# PROBLEM STATEMENT
Every record needs to be repeated exactly; its pictures do not.

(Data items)

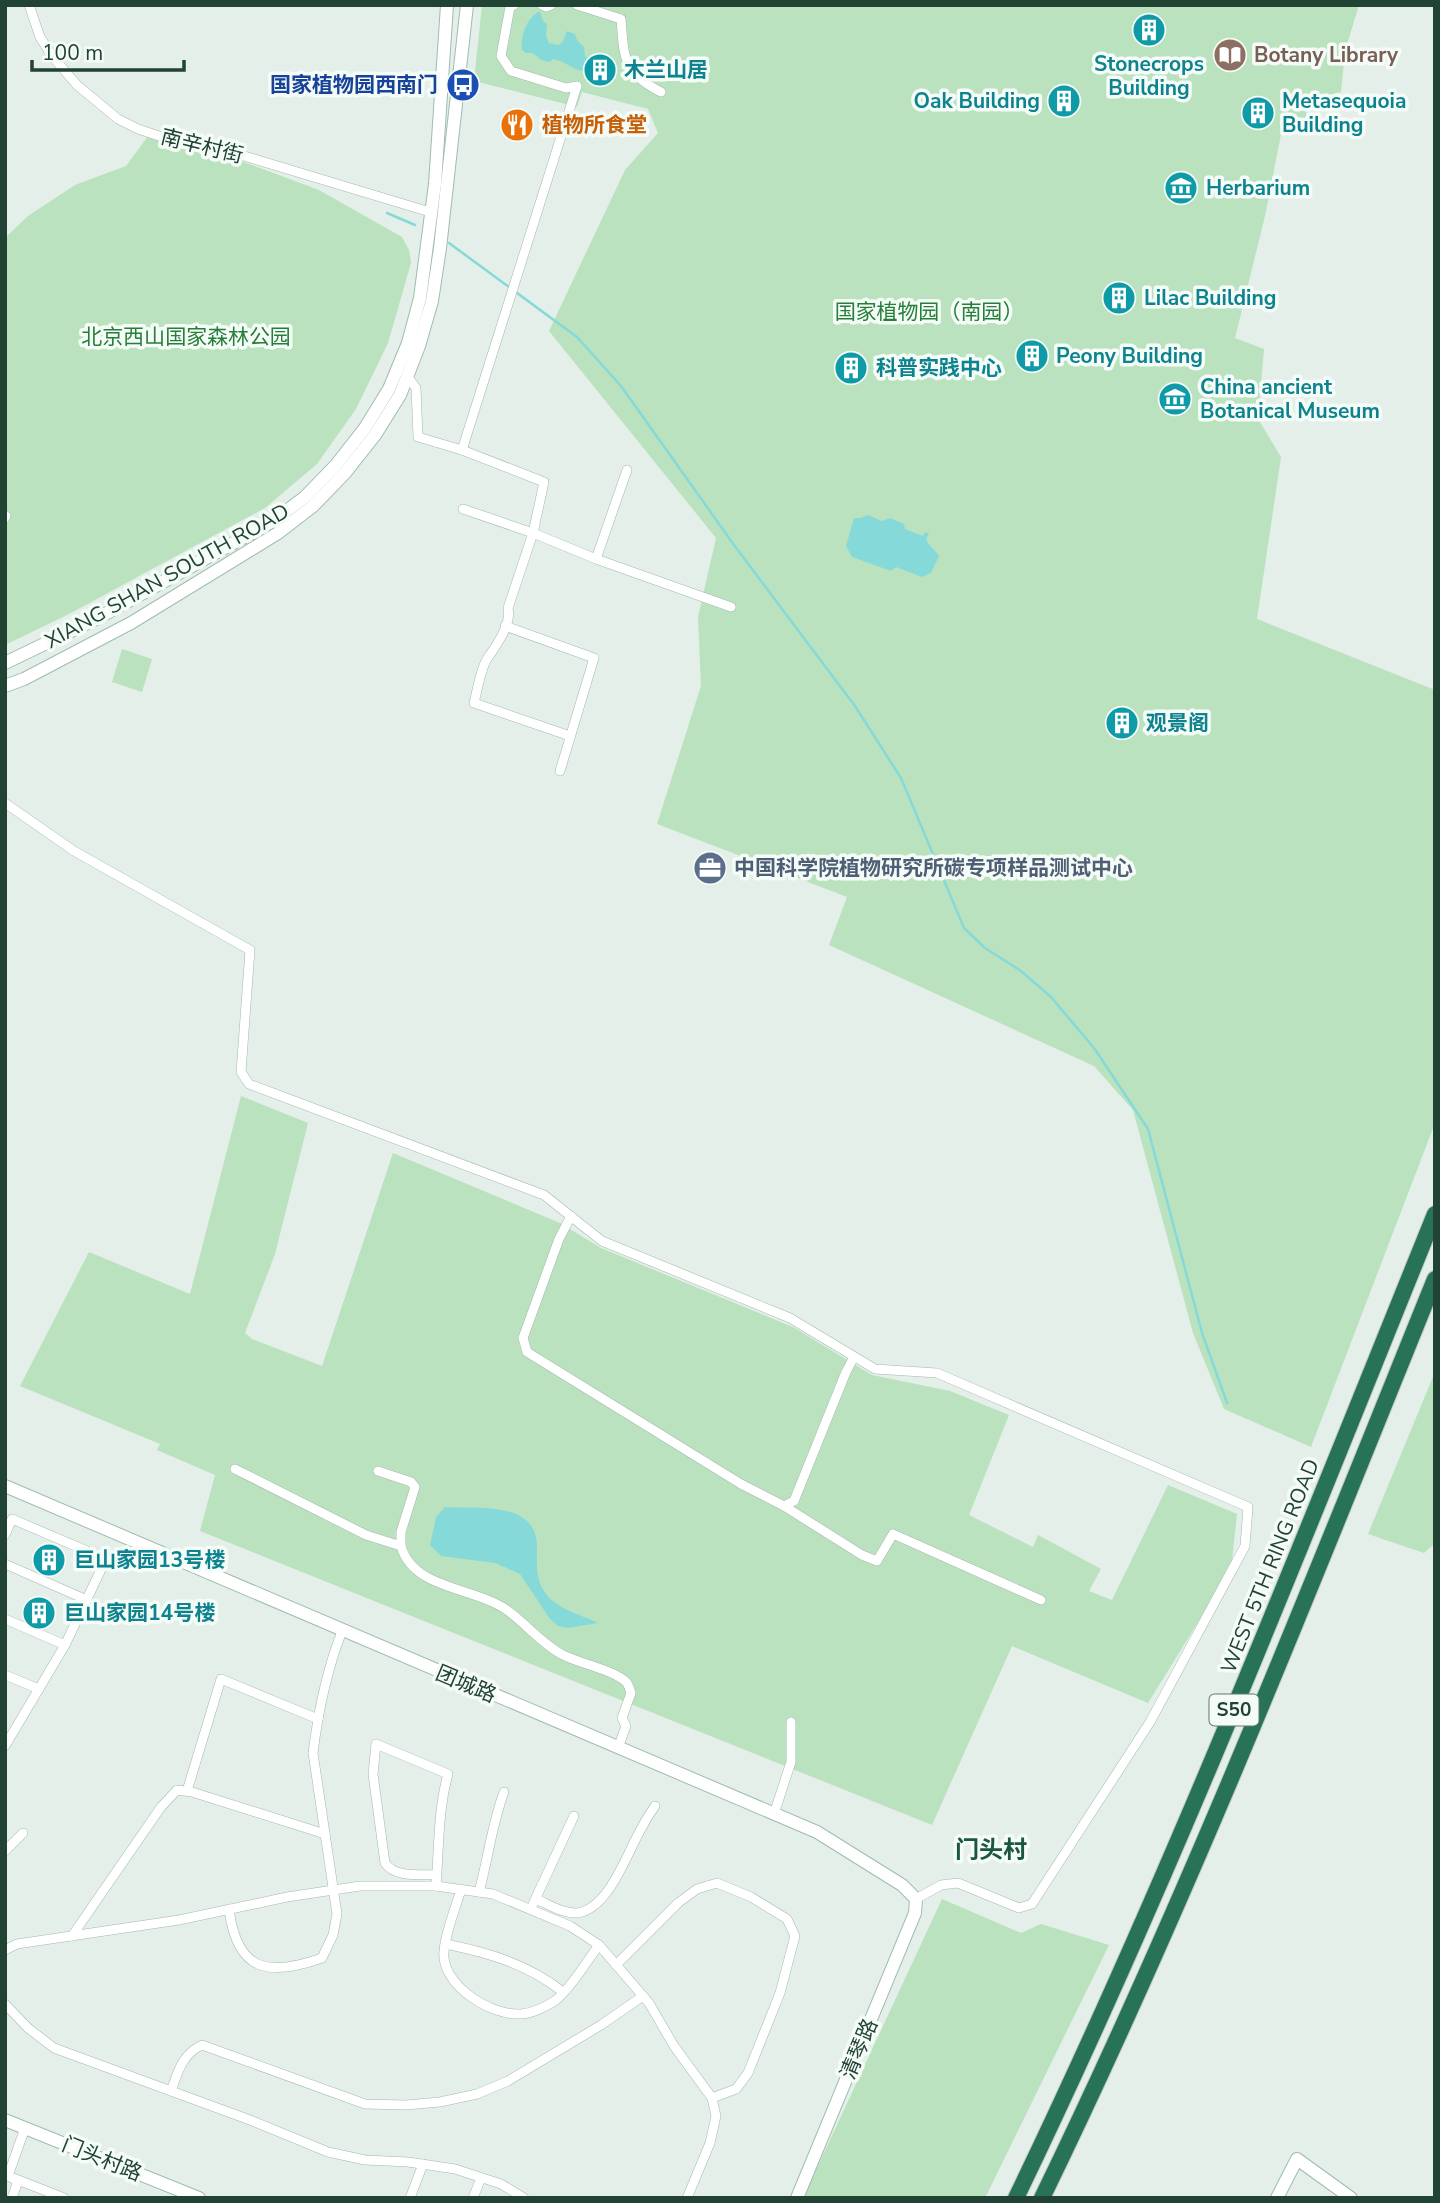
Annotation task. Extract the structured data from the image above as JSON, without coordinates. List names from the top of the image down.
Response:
{
  "streets": {
    "highway": ["WEST 5TH RING ROAD", "S50"],
    "street": [
      "南辛村街",
      "XIANG SHAN SOUTH ROAD",
      "团城路",
      "清琴路",
      "门头村路"
    ]
  },
  "crossings": [
    ["南辛村街", "XIANG SHAN SOUTH ROAD"],
    ["团城路", "清琴路"]
  ],
  "districts": ["门头村"],
  "parks": ["国家植物园（南园）", "北京西山国家森林公园"],
  "places": {
    "building": [
      "Stonecrops Building",
      "木兰山居",
      "Oak Building",
      "Metasequoia Building",
      "Lilac Building",
      "Peony Building",
      "科普实践中心",
      "观景阁",
      "巨山家园13号楼",
      "巨山家园14号楼"
    ],
    "library": ["Botany Library"],
    "bus stop": ["国家植物园西南门"],
    "restaurant": ["植物所食堂"],
    "museum": ["Herbarium", "China ancient Botanical Museum"],
    "office": ["中国科学院植物研究所碳专项样品测试中心"]
  },
  "scale_bar": "100 m"
}
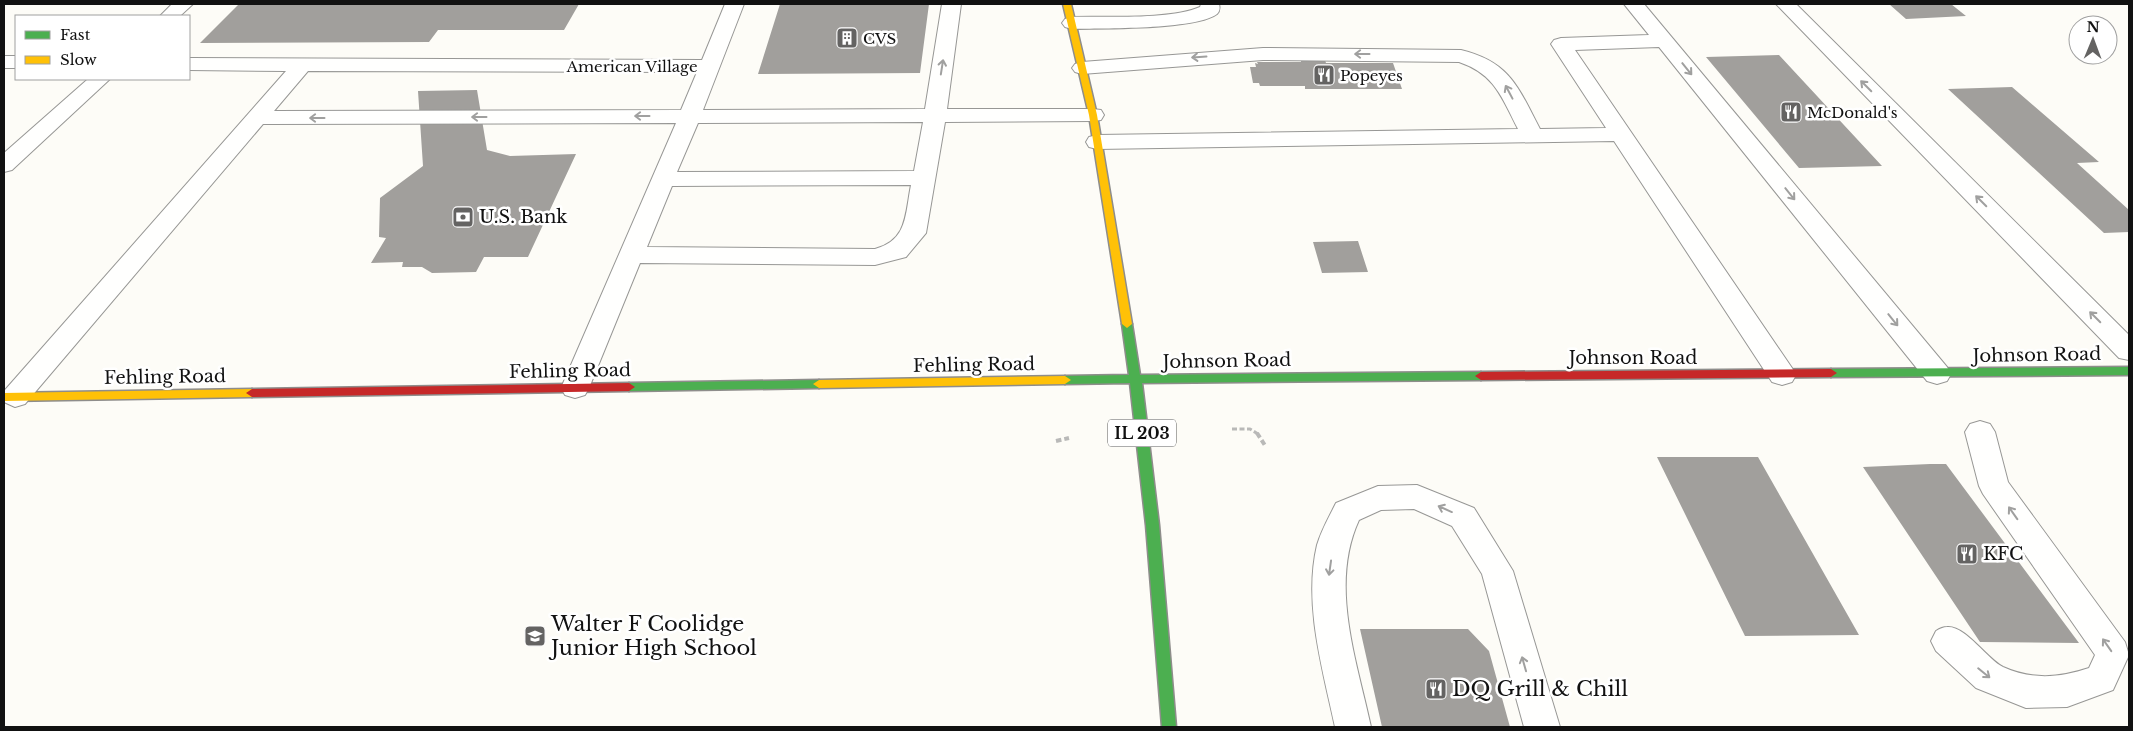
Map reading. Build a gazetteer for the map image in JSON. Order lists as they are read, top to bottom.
{
  "streets": {
    "street": ["Johnson Road", "Fehling Road", "IL 203"],
    "lane": ["American Village"]
  },
  "crossings": [
    ["American Village", "Fehling Road"],
    ["Johnson Road", "Fehling Road"],
    ["Johnson Road", "IL 203"],
    ["Fehling Road", "IL 203"]
  ],
  "places": {
    "building": ["CVS"],
    "restaurant": [
      "Popeyes",
      "McDonald's",
      "KFC",
      "DQ Grill & Chill"
    ],
    "bank": ["U.S. Bank"],
    "school or university": ["Walter F Coolidge Junior High School"]
  },
  "legend": ["Fast", "Slow"],
  "north": "top"
}
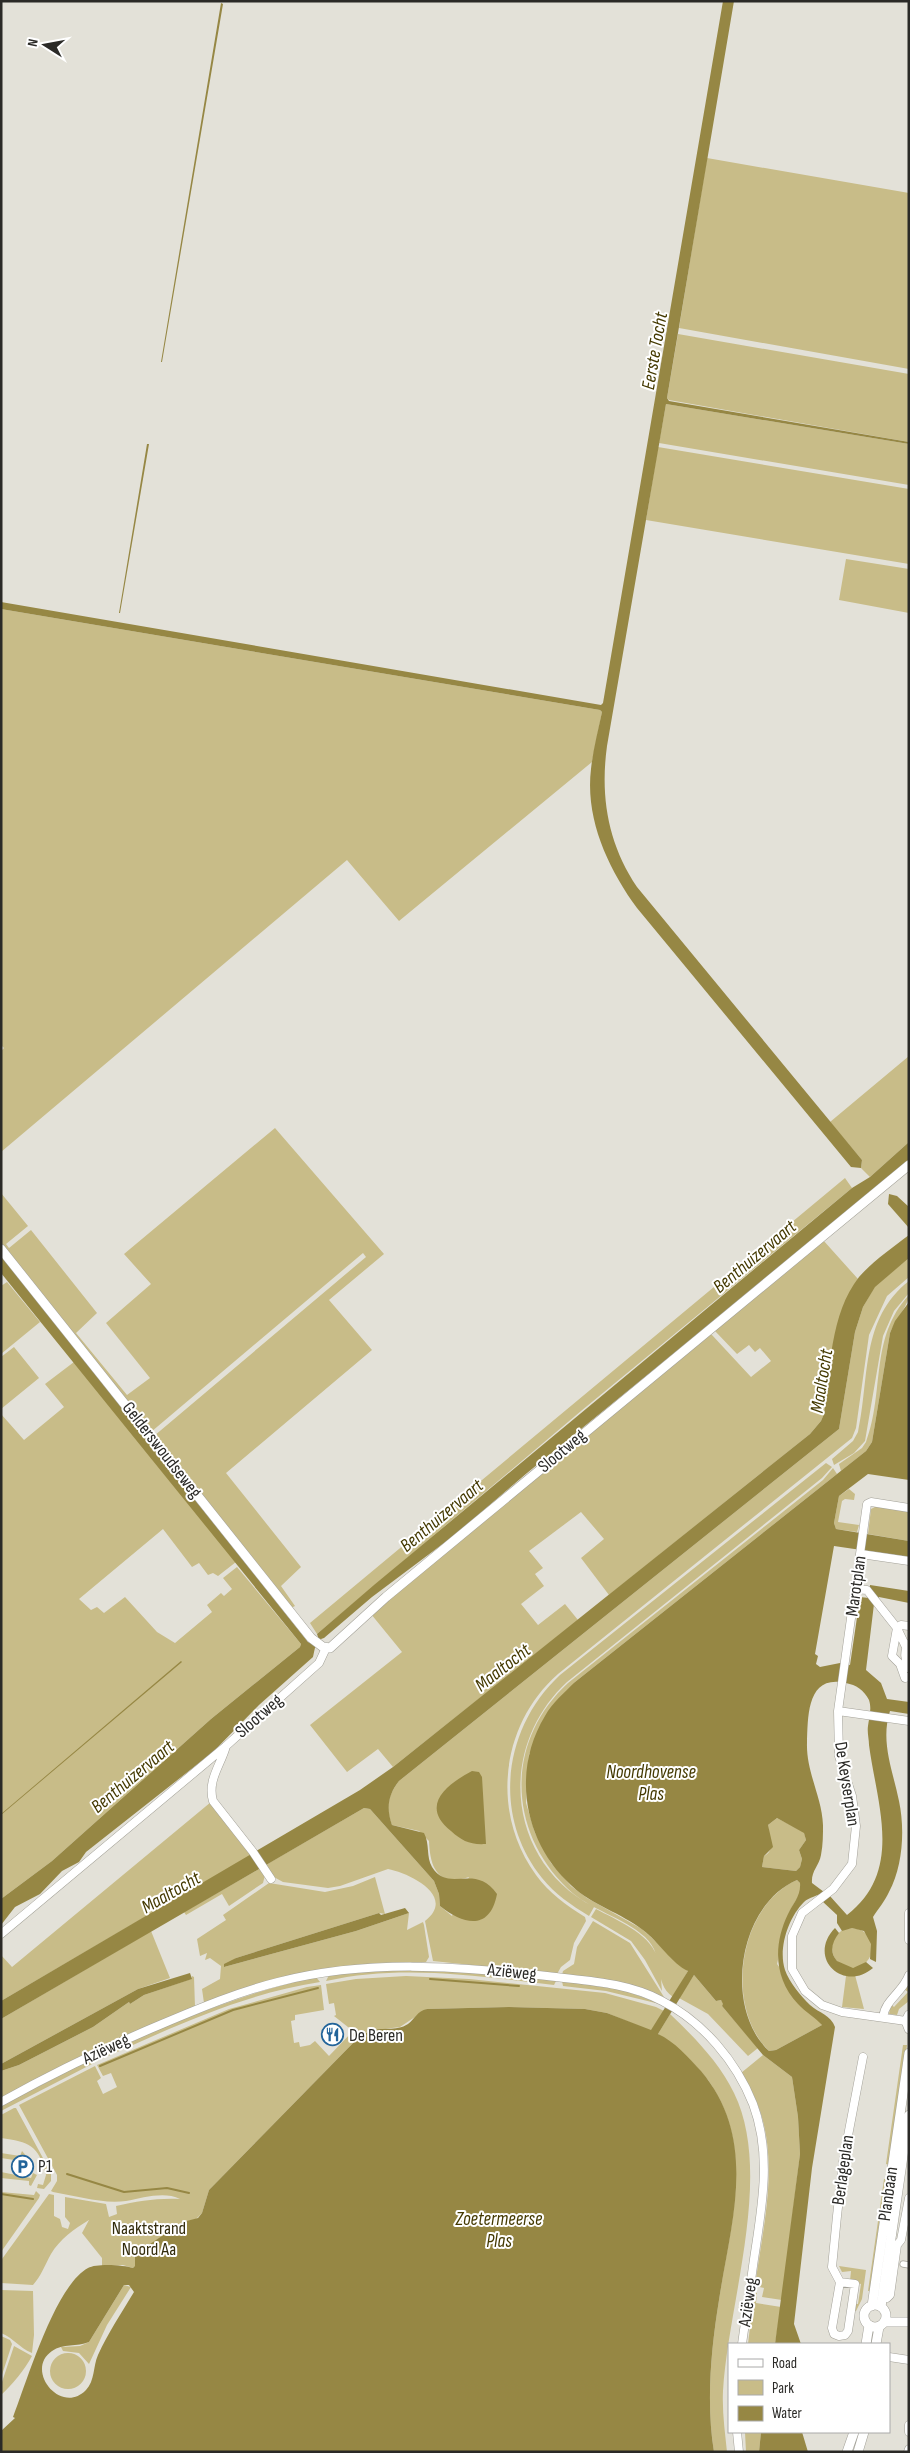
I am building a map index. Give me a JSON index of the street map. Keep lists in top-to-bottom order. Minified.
{"streets":{"street":["Gelderswoudseweg","Slootweg","Marotplan","De Keyserplan","Aziëweg","Berlageplan","Planbaan"]},"crossings":[["Gelderswoudseweg","Slootweg"],["Marotplan","De Keyserplan"]],"water":["Eerste Tocht","Benthuizervaart","Maaltocht","Noordhovense Plas","Zoetermeerse Plas"],"parks":["Naaktstrand Noord Aa"],"places":{"restaurant":["De Beren"],"parking":["P1"]},"legend":["Road","Park","Water"],"north":"left"}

# OUTPUT FOR THIS EXERCISE
Annotation task. Extract the structured data from the image above as JSON, without coordinates. List names from the top of the image down.
Response:
{
  "streets": {
    "highway": ["WEST 5TH RING ROAD", "S50"],
    "street": [
      "南辛村街",
      "XIANG SHAN SOUTH ROAD",
      "团城路",
      "清琴路",
      "门头村路"
    ]
  },
  "crossings": [
    ["南辛村街", "XIANG SHAN SOUTH ROAD"],
    ["团城路", "清琴路"]
  ],
  "districts": ["门头村"],
  "parks": ["国家植物园（南园）", "北京西山国家森林公园"],
  "places": {
    "building": [
      "Stonecrops Building",
      "木兰山居",
      "Oak Building",
      "Metasequoia Building",
      "Lilac Building",
      "Peony Building",
      "科普实践中心",
      "观景阁",
      "巨山家园13号楼",
      "巨山家园14号楼"
    ],
    "library": ["Botany Library"],
    "bus stop": ["国家植物园西南门"],
    "restaurant": ["植物所食堂"],
    "museum": ["Herbarium", "China ancient Botanical Museum"],
    "office": ["中国科学院植物研究所碳专项样品测试中心"]
  },
  "scale_bar": "100 m"
}
Map reading. Build a gazetteer for the map image in JSON. Order lists as they are read, top to bottom.
{
  "streets": {
    "street": ["Johnson Road", "Fehling Road", "IL 203"],
    "lane": ["American Village"]
  },
  "crossings": [
    ["American Village", "Fehling Road"],
    ["Johnson Road", "Fehling Road"],
    ["Johnson Road", "IL 203"],
    ["Fehling Road", "IL 203"]
  ],
  "places": {
    "building": ["CVS"],
    "restaurant": [
      "Popeyes",
      "McDonald's",
      "KFC",
      "DQ Grill & Chill"
    ],
    "bank": ["U.S. Bank"],
    "school or university": ["Walter F Coolidge Junior High School"]
  },
  "legend": ["Fast", "Slow"],
  "north": "top"
}
I am building a map index. Give me a JSON index of the street map. Keep lists in top-to-bottom order. Minified.
{"streets":{"street":["Gelderswoudseweg","Slootweg","Marotplan","De Keyserplan","Aziëweg","Berlageplan","Planbaan"]},"crossings":[["Gelderswoudseweg","Slootweg"],["Marotplan","De Keyserplan"]],"water":["Eerste Tocht","Benthuizervaart","Maaltocht","Noordhovense Plas","Zoetermeerse Plas"],"parks":["Naaktstrand Noord Aa"],"places":{"restaurant":["De Beren"],"parking":["P1"]},"legend":["Road","Park","Water"],"north":"left"}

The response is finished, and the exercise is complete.